/data-ingestion-agent

Ad Astra Docker agent code base for cloud integration without VPN tunnels

Primary LanguageTypeScriptMIT LicenseMIT

codecov

What is the Data Ingestion Agent?

The Data Ingestion Agent (DIA) enables the fast and secure delivery of data into the Ad Astra cloud without the need for Virtual Private Network (VPN) connections.

Table of Contents

  1. Pre-requisites
  2. Quick Start
  3. Running the Agent
  4. Uninstall
  5. Administration
  6. Security
  7. Development

Pre-requisites


Quick Start

To get started, you can use the built-in interactive wizard to build a properly formatted run command for the DIA. You should be prepared to collect the following information before using this wizard:

  • Your Astra Cloud user credentials
  • Your Student Information System database credentials for an administrative user, if you choose to ingest data into the Astra cloud
    • For all possible Oracle connection string options, see the Oracle section
  • Familiarize yourself with the different modes that the agent can run in before using the wizard.
    • See the Running the Agent section and corresponding descriptions to get a high level overview of the available agent modes

Some settings provide helpful defaults which you may wish to use for your first run. Hitting enter will use the default value (in parentheses).

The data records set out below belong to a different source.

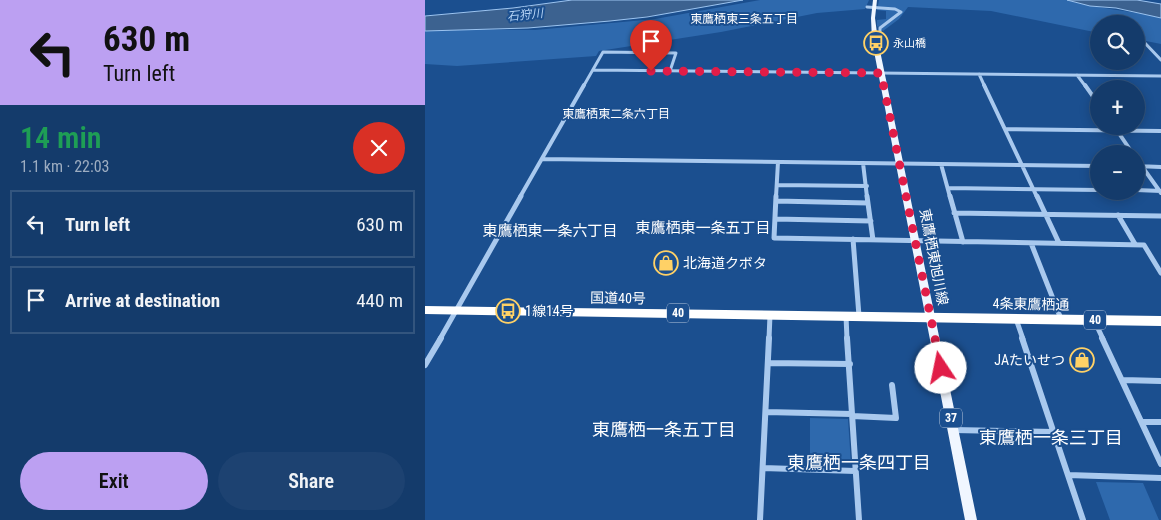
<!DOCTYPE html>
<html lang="en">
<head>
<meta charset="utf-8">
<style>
	:root { --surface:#143b6b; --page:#1d4271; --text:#f1f3f6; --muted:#9dadc1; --line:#33557e; --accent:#bca0f2 }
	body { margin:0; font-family:"Roboto Condensed","Noto Sans JP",sans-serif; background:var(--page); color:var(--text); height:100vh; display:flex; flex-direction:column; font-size:19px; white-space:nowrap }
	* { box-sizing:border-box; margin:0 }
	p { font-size:16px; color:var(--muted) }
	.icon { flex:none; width:28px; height:28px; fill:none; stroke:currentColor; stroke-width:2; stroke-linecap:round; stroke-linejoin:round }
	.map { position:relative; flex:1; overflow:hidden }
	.sheet { display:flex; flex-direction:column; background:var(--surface); width:425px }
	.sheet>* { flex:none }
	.banner { background:#bca0f2; color:#111; overflow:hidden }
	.buttons { position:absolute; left:665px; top:15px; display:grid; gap:10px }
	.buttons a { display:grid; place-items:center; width:55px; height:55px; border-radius:50%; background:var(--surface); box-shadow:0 2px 12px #0003,0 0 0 1px var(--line); font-size:25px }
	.pin { position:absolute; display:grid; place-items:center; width:42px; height:42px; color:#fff; margin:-51px -21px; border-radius:50% 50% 50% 0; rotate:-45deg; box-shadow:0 0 5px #0007 }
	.pin .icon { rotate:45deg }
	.me { position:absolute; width:55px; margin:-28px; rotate:349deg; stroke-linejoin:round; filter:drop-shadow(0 0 4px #0008) }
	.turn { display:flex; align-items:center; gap:18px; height:105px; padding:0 20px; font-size:22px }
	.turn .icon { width:65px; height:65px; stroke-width:2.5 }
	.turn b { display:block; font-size:35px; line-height:42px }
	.round { display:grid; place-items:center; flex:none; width:52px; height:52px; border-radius:26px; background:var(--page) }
	.summary { display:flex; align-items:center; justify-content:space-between; height:85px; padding:0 20px }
	h1 { font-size:30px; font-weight:600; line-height:38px; color:#1e9e55 }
	.button { display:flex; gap:10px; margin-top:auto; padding:10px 20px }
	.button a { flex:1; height:58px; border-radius:30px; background:var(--accent); color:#111; font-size:20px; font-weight:600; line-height:58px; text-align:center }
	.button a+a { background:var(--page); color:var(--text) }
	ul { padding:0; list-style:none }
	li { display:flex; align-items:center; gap:15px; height:68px; margin:0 10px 8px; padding:0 10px; border:2px solid var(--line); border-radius:0px }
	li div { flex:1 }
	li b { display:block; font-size:19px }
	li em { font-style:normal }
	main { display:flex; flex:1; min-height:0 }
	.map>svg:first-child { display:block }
</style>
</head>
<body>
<main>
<section class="sheet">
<div class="banner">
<div class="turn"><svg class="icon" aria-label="left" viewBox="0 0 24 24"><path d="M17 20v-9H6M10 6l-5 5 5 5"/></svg><div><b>630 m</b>Turn left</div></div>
</div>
<div class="summary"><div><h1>14 min</h1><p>1.1 km · 22:03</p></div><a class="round" style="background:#d93025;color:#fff"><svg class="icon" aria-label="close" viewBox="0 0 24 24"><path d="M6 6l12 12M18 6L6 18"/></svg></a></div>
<ul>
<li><svg class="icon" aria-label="left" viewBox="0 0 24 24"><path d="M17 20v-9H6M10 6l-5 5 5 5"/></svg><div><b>Turn left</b></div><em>630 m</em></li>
<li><svg class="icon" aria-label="arrive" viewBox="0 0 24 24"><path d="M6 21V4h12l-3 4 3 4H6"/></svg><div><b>Arrive at destination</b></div><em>440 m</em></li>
</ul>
<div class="button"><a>Exit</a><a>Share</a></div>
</section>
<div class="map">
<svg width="736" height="520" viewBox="0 0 736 520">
	<rect width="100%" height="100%" fill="#1b4f8f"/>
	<path fill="#2e69ad" d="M335,0H444L440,9L392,13L296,32L174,51L171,56L32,66L0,64V29L110,30L230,19Z
		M454,0H642C672,9 705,10 736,18V44L711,39V24H674V33L566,11L483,7L474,19L458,31L452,26V20L461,19V11L452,10Z
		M385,418L423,419L426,464L385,463Z
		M671,482L718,483L734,520H685Z"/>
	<path fill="#3c6290" stroke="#9cc4f0" d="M147,0H318L222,17L185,21L103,28L0,31V16L88,8Z
		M642,0H712L736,4V18L691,8L665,6Z"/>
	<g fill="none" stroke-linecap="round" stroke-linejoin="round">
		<path stroke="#a9c9ee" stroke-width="3" d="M442,7L470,9L476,12L455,28V38L450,41
			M718,41L736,60
			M168,70L736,76
			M554,74L560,87
			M652,75L661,87
			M158,87L178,52L251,53L245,71"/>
		<path stroke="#a9c9ee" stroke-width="4" d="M559,85L612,197
			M660,85L674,105
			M689,126L708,154
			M580,129L736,131
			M711,158L736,193
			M117,159L674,166
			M438,163L442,197
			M516,164L525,197
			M711,166L736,167
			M352,185L442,186
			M523,188L674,190
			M711,190L736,191
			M95,197L159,85
			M351,197L353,162"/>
		<path stroke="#a9c9ee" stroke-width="5" d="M351,196L349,238L719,245L736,273
			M442,196L448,240
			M525,196L538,242
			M612,196L634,243
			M351,201L443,203
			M529,213L736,216
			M693,215L710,244
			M350,219L446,221
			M428,239L434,316
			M606,243L636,319
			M421,316L422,339
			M591,319L598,339
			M669,320L678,339
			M15,339L96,196
			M344,339L345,315"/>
		<path stroke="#a9c9ee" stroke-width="6" d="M422,338L434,520
			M597,338L658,520
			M677,338L736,464
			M343,363L425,364
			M0,365L16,338
			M698,380L736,381
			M341,412L427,414
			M427,416L471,418L467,385
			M717,422H736
			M528,430L629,432
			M338,468L430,471
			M643,475L736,478
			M335,520L344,338"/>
		<path fill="#f0f6ff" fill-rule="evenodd" d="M448,0H452L450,18L453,41L552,520H540L447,41L446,18Z"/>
		<path fill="#fff" fill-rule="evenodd" d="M0,306L736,316V326L0,314Z"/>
	</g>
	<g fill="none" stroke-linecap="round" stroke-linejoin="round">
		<path stroke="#e11d48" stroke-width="9" stroke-dasharray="0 16.2" d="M226,71L456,73L516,368"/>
	</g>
	<defs>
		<g id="bus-ring" transform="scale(1.25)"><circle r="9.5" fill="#1b4f8f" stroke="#ffd166" stroke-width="1.5"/><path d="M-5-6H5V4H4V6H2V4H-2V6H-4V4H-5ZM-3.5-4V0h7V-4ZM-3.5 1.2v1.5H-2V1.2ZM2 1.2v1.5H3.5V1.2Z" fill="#ffd166"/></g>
		<g id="shop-ring" transform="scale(1.25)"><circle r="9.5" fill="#1b4f8f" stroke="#ffd166" stroke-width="1.5"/><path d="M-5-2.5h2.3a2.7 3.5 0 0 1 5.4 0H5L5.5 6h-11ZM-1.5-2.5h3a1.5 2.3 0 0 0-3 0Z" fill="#ffd166"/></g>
	</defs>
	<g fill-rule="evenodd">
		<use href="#bus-ring" x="451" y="43"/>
		<use href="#shop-ring" x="241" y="263"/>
		<use href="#bus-ring" x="83" y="311"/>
		<use href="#shop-ring" x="657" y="360"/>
	</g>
	<g text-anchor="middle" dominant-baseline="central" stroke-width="4" stroke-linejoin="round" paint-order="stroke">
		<g font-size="11" fill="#fff" stroke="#1b4f8f" text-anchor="start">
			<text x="468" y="43">永山橋</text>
		</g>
		<g font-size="12" font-style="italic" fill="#b5d3f5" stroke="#1b4f8f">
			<text transform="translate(100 15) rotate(-6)">石狩川</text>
		</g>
		<g font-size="12" fill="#fff" stroke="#1b4f8f">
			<text x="319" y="19">東鷹栖東三条五丁目</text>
			<text x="191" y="114">東鷹栖東二条六丁目</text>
		</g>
		<g fill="#1b4f8f" stroke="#bbcadd" stroke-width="1">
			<rect x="242" y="303.5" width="22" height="19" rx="4"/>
			<rect x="659" y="310.5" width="22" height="19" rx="4"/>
			<rect x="515" y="408.5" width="22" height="19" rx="4"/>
		</g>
		<g font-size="12" font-weight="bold" fill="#fff">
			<text x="253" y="313">40</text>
			<text x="670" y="320">40</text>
			<text x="526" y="418">37</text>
		</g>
		<g font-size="14" fill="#fff" stroke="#1b4f8f">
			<text transform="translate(509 257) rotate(79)">東鷹栖東旭川線</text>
			<text transform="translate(193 298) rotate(1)">国道40号</text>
			<text transform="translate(606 304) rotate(1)">4条東鷹栖通</text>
		</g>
		<g font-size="14" fill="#fff" stroke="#1b4f8f" text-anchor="start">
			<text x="258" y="263">北海道クボタ</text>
			<text x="100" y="311">1線14号</text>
			<text x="640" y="360" text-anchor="end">JAたいせつ</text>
		</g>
		<g font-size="15" fill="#fff" stroke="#1b4f8f">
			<text x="278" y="228">東鷹栖東一条五丁目</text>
			<text x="125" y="231">東鷹栖東一条六丁目</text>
		</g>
		<g font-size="18" fill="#fff" stroke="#1b4f8f">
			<text x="239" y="429">東鷹栖一条五丁目</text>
			<text x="626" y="437">東鷹栖一条三丁目</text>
			<text x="434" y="462">東鷹栖一条四丁目</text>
		</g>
	</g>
</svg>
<div class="buttons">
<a><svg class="icon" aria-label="search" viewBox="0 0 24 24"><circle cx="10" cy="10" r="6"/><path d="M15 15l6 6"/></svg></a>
<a>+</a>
<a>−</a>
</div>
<div class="pin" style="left:226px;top:71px;background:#d93025"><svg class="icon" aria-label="arrive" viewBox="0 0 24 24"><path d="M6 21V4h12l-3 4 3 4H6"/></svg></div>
<svg class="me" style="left:516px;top:368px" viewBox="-20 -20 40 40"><circle r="19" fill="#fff"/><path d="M0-13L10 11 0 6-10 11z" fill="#e11d48"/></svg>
</div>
</main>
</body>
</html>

NOTE: Unless you are comfortable with specifying the advanced run settings, we recommend responding "no" to the prompt "would you like to configure advanced run settings?" in the wizard.

WARNING: If you're installing Docker in a nested VM scenario using Hyper-V, see this guide.

Expand and execute one of the following to install the latest version of the agent and start the wizard:

(Windows) Command Prompt

docker pull adastradev/data-ingestion-agent:latest && ^
docker run -it adastradev/data-ingestion-agent:latest wizard

(Windows) Powershell

docker pull adastradev/data-ingestion-agent:latest; `
docker run -it adastradev/data-ingestion-agent:latest wizard

(Linux/Mac) bash

docker pull adastradev/data-ingestion-agent:latest && \
docker run -it adastradev/data-ingestion-agent:latest wizard


Resource Requirements

Docker Host

Hardware:

  • Server grade systems are recommended for hosting Docker and the DIA. Using consumer grade devices such as personal laptops and desktops as the main host for the DIA is strongly discouraged.

Memory:

  • 8GB (Recommended)

Container

Memory:

  • 4GB (Recommended)

Oracle

When specifying the ORACLE_ENDPOINT value (a connection string) to your Oracle instance you may use one of the following formats:

# Easy Connect Connection String
CONNECTION_STRING="hostname:port/service_name"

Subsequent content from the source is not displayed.